Подкова на счастье - стр. 40
Здесь я, конечно, имею в виду в первую очередь ту сферу или часть жизни, которая предназначалась детям, как отдельному возрастному сословию, и не могла быть измождена лихолетьем до основания, пусть бы невзгоды выбивали его из колеи и больше того, чем они были.
Отдалённая глубинка в этом отношении становилась показательной, поскольку, в отличие от мест, где прошла война и где помощь на восстановление хоть какая-нибудь, да оказывалась, ей в полной мере было уготовано справляться со своими бедами и разрухой самостоятельно, обходясь без поддержки в течение более продолжительного срока, на неё даже не рассчитывая, когда, к тому же, при ускорении урбанизации она, глубинка, сама собой отдалялась от городов, быстро теряя своё прежнее назначение.

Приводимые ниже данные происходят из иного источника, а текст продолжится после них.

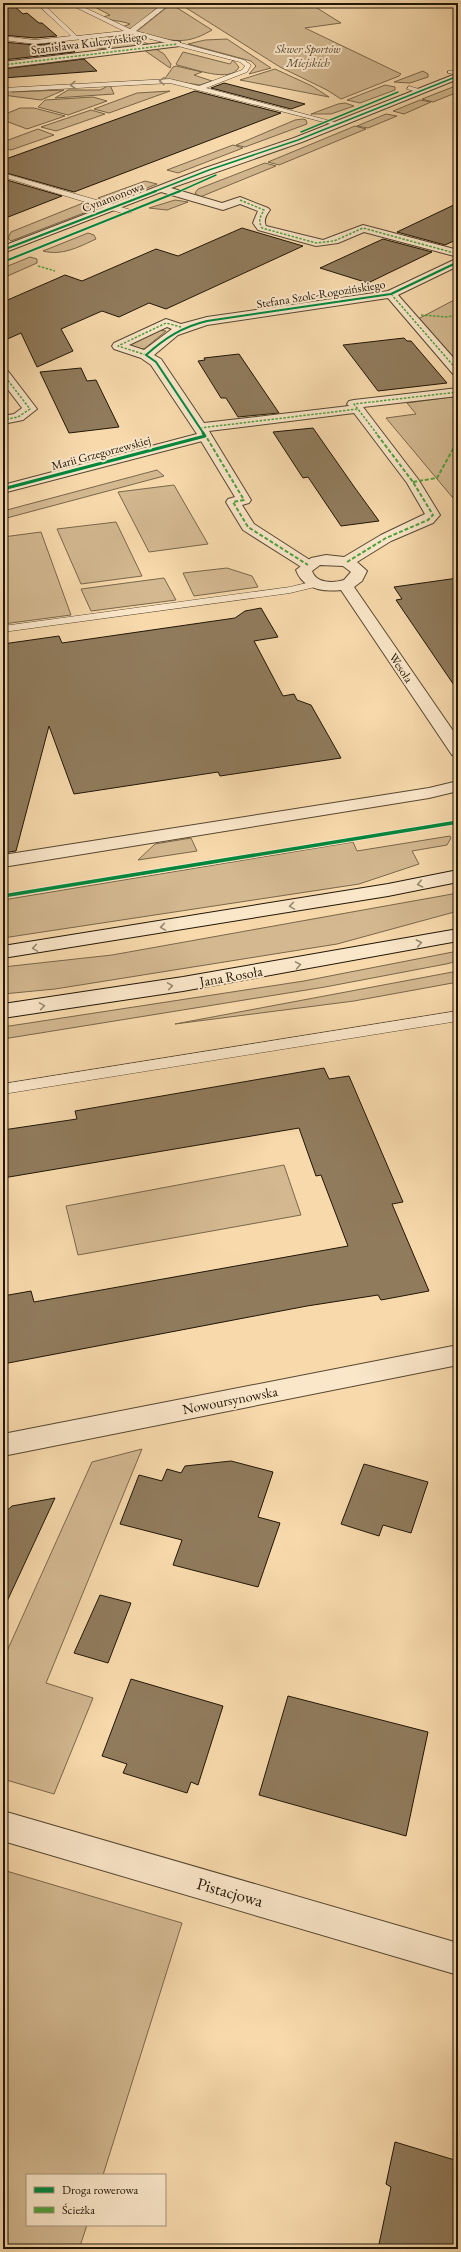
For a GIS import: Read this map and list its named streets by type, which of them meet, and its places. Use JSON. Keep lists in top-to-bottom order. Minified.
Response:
{"streets":{"street":["Stanisława Kulczyńskiego","Cynamonowa","Stefana Szolc-Rogozińskiego","Marii Grzegorzewskiej","Wesoła","Jana Rosoła","Nowoursynowska","Pistacjowa"]},"parks":["Skwer Sportów Miejskich"],"legend":["Droga rowerowa","Ścieżka"]}
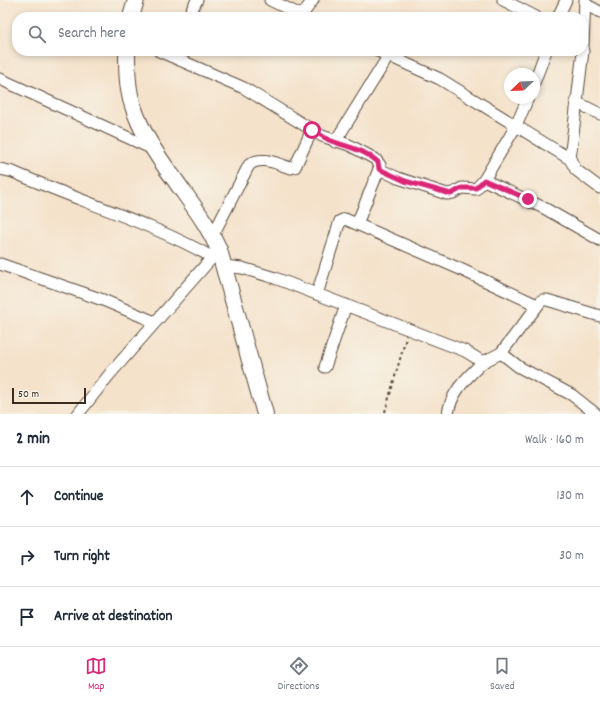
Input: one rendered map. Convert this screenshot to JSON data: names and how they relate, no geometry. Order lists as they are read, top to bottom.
{
  "scale_bar": "50 m",
  "north": "bottom left",
  "page": {
    "search": "Search here",
    "scale": "50 m",
    "heading": ["2 min", "Walk · 160 m"],
    "list": [
      ["Continue", "130 m"],
      ["Turn right", "30 m"],
      "Arrive at destination"
    ],
    "nav": ["Map", "Directions", "Saved"]
  }
}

Опять я хотел бы обратить внимание на ту особенность поры лихолетья, когда в такой глубинной общи́не, в какой при выросте довелось оказаться мне, давала себя знать модель существования, установленная как будто меньше всего с подачи верхов, при глухой терпеливости жителей, но почти целиком воспроизводившая признаки модели, задававшейся верхами.
Полагаю, такого обстоятельства нельзя не учитывать. Правительство, сумевшее в невероятно сложных условиях наладить оборону и переломить усилия неприятеля, преступно ослабило под собою фундамент, устраивая нескончаемые масштабные акции по организации недоверия к населению, по его своеобразной зачистке и тем резко ущемляя его достоинство и свободу. Без увлечений этими злосчастными, губительными акциями всё, наверняка, складывалось бы гораздо благоприятнее и на фронтах, и в части внутреннего потребительского достатка, и советское правительство военного да уже и послевоенного времени, как если бы оно эффективнее использовало фо́ру, определённо могло бы во многих отношениях считаться образцовым на пространствах мира…
Детский возраст, как никакой другой, особо чувствителен к изъятиям достоинства и свободы. В нём ощущение изъятий усиливается при любом характере затруднений, иметь ли в виду нудящую реакцию на поведение ребят в местах, называемых общественными, или в семье; война же сообщает этому процессу свои чрезвычайные краски.
Но дело не только в этом.
Детям свойственно лучше и отчётливее, чем большинству взрослых, понимать ценности свободы и личного достоинства не в их связи с правом, «дарованным» от государства, то есть – публичным, а с теми нормалиями, бо́льшую часть которых человек усваивает с рождения в виде права естественного, не подлежащего записи в государственных правовых кодексах.
Эта сфера, называемая этикой и соединяющая в себе разделы морали и нравственности, а значит одновременно – обязанностей и долга, выполняет роль основного или верховного закона для всех, какой можно бы именовать неписаной конституцией землян, и она, эта сфера, не устранима из обихода людских сообществ на любом из континентов, как бы и кто бы ни пытался её игнорировать или подменять.